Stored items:
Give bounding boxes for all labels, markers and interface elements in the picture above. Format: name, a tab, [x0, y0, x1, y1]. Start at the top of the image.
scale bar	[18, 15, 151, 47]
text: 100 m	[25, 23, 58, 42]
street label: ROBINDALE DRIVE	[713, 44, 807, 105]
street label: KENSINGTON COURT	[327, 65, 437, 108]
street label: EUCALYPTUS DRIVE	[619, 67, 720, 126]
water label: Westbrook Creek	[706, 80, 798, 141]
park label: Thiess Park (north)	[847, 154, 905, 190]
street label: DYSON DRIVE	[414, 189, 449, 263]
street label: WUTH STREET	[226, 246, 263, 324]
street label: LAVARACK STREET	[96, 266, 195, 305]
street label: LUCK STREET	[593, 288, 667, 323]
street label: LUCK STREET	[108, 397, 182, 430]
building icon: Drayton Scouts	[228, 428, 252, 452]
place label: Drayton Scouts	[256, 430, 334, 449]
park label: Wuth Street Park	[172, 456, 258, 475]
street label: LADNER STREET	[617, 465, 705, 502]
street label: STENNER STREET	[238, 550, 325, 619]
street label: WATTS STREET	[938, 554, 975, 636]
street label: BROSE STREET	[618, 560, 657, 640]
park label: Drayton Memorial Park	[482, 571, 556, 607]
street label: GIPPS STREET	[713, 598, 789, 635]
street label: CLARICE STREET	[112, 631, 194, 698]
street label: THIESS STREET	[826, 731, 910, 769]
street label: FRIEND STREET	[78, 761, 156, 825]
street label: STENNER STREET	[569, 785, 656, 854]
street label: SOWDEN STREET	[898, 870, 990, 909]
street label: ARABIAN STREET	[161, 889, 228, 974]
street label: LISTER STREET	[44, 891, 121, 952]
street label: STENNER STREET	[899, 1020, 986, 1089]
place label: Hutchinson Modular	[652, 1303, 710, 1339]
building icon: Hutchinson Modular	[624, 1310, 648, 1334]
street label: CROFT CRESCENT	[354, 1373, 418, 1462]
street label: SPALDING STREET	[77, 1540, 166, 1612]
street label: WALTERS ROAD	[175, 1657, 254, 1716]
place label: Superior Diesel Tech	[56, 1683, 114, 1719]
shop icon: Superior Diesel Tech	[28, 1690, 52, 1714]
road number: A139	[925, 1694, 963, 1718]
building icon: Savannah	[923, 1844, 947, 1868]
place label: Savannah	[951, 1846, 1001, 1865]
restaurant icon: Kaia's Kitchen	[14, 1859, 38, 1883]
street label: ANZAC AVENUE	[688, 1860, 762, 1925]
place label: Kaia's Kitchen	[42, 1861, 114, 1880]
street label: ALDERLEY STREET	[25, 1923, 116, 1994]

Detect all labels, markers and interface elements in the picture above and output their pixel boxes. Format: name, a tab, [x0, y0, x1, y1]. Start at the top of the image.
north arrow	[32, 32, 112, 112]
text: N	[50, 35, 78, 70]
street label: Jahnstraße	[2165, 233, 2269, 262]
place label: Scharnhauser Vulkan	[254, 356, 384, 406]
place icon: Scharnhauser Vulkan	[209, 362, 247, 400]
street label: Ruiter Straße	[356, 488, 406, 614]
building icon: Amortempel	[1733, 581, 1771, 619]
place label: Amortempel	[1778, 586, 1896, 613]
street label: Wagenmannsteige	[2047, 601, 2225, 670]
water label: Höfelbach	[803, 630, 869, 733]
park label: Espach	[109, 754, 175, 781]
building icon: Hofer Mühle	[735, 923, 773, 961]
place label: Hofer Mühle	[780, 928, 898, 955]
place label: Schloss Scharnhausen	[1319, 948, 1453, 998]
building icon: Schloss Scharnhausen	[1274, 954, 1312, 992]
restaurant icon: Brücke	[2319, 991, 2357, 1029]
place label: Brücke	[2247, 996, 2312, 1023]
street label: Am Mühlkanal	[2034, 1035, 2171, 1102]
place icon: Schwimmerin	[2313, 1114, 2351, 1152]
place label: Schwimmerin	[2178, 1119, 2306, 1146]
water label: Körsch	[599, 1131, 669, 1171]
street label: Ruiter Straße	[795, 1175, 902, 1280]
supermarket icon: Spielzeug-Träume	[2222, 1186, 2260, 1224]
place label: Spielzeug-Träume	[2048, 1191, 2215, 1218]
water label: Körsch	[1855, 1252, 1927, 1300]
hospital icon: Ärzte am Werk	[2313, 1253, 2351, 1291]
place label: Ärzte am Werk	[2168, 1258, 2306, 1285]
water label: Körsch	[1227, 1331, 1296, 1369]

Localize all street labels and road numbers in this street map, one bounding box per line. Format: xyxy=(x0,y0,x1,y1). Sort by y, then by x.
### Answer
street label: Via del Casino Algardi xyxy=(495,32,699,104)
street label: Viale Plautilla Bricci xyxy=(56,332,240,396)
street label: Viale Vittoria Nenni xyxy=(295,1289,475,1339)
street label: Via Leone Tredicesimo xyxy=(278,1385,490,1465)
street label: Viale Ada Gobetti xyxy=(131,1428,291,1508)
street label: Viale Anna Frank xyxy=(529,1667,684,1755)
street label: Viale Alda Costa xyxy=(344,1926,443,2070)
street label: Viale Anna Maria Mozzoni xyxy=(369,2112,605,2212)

EXERCISE DESCRIPTION: Copy out each line of the records above that includes "labels".

SOLUTION TO THE EXERCISE:
Give bounding boxes for all labels, markers and interface elements in the picture above. Format: name, a tab, [x0, y0, x1, y1]. Start at the top of the image.
Detect all labels, markers and interface elements in the picture above and output their pixel boxes. Format: name, a tab, [x0, y0, x1, y1]. Start at the top of the image.
Localize all street labels and road numbers in this street map, one bounding box per line. Format: xyxy=(x0,y0,x1,y1). Sort by y, then by x.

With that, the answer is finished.